Task directions: Reproduce the entries shown below only from the line with "Parse the map" down to the line with "What data does", keeping both end lines and copying each one exactly.

-- Material for this exercise follows --

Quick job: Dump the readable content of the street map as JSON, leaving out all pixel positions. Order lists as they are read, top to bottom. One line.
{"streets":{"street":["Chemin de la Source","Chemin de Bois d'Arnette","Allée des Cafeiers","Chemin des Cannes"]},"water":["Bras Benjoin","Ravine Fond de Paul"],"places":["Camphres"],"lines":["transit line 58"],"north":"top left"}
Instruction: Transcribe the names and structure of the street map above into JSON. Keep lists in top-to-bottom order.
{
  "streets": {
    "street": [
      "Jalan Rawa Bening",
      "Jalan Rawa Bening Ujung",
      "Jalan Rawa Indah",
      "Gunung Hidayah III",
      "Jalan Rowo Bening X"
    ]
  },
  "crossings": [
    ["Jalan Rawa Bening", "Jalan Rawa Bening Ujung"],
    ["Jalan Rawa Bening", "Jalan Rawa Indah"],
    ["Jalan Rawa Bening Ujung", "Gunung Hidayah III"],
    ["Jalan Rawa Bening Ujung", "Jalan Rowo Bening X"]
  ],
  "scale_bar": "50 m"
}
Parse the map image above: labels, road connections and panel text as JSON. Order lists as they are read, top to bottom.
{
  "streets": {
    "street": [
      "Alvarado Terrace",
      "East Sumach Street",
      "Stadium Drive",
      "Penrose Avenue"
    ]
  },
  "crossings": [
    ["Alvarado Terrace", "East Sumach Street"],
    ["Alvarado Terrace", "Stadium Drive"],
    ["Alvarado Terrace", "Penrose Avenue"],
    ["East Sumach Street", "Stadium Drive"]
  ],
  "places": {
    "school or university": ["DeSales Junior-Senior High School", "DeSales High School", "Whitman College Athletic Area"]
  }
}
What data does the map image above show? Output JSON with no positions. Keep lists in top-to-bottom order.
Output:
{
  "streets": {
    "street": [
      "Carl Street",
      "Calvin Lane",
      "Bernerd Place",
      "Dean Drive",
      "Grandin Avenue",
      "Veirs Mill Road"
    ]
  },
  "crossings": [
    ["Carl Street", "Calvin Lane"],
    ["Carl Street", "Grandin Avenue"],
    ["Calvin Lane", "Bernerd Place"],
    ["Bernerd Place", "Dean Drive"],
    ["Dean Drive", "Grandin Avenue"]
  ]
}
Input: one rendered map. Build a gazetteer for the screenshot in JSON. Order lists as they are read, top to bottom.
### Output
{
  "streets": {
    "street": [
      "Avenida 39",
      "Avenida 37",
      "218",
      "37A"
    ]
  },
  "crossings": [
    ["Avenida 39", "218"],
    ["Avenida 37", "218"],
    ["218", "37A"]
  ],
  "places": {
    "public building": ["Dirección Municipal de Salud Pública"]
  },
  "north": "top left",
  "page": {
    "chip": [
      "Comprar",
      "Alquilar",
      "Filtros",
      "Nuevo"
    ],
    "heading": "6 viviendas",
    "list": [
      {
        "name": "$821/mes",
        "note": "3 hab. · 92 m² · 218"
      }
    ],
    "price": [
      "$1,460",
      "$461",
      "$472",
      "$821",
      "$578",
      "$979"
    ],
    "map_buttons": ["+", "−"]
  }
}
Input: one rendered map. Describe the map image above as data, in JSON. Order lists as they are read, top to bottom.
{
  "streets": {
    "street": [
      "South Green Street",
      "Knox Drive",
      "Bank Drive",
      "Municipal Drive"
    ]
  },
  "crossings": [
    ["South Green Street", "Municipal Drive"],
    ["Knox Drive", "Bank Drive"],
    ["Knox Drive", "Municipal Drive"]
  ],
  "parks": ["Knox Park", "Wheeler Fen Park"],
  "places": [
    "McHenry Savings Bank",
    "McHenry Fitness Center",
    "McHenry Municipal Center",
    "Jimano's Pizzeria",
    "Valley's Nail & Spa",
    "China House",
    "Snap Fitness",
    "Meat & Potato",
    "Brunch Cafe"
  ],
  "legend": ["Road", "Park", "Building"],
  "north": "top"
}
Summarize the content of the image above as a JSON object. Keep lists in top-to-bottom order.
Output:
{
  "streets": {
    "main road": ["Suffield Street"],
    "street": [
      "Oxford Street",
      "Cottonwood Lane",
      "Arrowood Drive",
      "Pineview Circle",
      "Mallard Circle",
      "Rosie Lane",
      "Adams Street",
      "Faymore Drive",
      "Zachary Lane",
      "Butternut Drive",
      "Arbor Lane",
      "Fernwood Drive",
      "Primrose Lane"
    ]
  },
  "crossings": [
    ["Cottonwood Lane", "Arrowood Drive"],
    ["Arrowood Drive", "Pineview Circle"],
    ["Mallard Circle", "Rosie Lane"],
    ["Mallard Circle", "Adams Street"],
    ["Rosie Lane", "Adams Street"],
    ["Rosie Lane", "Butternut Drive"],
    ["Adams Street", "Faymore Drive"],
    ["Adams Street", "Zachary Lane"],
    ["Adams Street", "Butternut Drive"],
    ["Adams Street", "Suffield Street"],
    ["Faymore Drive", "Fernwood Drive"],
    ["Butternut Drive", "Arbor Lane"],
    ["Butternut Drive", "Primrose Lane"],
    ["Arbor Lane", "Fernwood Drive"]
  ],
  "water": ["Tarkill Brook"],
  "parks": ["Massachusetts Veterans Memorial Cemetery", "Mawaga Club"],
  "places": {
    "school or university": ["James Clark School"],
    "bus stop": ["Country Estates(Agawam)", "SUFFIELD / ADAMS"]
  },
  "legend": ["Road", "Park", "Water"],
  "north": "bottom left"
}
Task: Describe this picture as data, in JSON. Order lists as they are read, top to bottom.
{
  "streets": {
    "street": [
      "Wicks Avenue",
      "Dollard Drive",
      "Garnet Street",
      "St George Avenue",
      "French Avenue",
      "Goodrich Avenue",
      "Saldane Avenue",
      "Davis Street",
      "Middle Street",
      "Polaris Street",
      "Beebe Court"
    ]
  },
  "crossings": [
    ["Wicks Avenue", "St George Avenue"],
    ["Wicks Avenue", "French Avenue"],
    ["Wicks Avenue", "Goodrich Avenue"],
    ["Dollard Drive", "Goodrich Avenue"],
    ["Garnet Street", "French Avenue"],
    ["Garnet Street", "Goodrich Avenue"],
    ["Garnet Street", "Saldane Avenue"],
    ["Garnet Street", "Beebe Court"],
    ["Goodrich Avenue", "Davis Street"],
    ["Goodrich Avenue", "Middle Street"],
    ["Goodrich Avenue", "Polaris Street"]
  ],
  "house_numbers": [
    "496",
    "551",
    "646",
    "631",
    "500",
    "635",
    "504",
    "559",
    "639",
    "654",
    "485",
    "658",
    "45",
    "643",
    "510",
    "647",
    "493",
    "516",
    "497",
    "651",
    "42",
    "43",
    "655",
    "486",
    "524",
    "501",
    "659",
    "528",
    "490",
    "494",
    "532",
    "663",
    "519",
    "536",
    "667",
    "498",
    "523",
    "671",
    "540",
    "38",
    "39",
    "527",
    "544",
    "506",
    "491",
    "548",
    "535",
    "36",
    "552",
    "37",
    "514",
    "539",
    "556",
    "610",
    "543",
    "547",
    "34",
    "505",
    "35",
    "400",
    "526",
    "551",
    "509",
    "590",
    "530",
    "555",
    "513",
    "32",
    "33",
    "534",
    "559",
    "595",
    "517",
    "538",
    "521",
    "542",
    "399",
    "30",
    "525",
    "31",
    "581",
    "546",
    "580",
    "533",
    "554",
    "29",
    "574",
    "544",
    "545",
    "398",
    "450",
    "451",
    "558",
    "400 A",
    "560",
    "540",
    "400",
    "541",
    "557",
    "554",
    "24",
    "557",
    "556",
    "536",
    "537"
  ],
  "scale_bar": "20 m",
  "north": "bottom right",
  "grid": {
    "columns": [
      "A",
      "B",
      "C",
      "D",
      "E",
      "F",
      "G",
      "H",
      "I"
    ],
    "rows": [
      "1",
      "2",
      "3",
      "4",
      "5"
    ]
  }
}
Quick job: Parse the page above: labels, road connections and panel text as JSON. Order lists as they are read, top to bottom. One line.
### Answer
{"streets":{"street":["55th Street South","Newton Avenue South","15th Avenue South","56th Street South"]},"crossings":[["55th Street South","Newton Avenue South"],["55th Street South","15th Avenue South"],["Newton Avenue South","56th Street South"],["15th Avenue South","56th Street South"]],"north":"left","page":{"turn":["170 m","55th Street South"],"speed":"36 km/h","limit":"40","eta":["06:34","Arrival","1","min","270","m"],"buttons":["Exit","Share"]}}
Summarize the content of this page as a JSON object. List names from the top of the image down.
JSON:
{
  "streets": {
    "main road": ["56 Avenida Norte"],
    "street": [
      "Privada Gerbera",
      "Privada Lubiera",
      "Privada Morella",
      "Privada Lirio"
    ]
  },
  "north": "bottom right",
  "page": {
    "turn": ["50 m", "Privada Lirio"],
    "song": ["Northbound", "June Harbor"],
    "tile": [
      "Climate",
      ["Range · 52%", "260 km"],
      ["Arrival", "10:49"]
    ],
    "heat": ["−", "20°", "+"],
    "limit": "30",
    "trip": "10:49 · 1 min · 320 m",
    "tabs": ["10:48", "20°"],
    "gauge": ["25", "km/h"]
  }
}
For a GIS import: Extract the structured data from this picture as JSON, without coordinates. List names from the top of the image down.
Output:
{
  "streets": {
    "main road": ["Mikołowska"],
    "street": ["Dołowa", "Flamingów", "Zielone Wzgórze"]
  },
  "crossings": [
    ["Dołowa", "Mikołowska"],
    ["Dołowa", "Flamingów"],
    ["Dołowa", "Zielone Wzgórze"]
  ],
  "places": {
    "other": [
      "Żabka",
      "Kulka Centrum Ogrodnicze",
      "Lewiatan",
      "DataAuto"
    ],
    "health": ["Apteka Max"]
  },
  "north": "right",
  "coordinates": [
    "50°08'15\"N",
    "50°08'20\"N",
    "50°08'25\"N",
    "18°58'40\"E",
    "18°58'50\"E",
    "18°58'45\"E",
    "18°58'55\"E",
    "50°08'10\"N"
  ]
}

-- Material for this exercise concluded --

Response below:
Parse the map image above: labels, road connections and panel text as JSON. Order lists as they are read, top to bottom.
{
  "streets": {
    "street": [
      "Alvarado Terrace",
      "East Sumach Street",
      "Stadium Drive",
      "Penrose Avenue"
    ]
  },
  "crossings": [
    ["Alvarado Terrace", "East Sumach Street"],
    ["Alvarado Terrace", "Stadium Drive"],
    ["Alvarado Terrace", "Penrose Avenue"],
    ["East Sumach Street", "Stadium Drive"]
  ],
  "places": {
    "school or university": ["DeSales Junior-Senior High School", "DeSales High School", "Whitman College Athletic Area"]
  }
}
What data does the map image above show? Output JSON with no positions. Keep lists in top-to-bottom order.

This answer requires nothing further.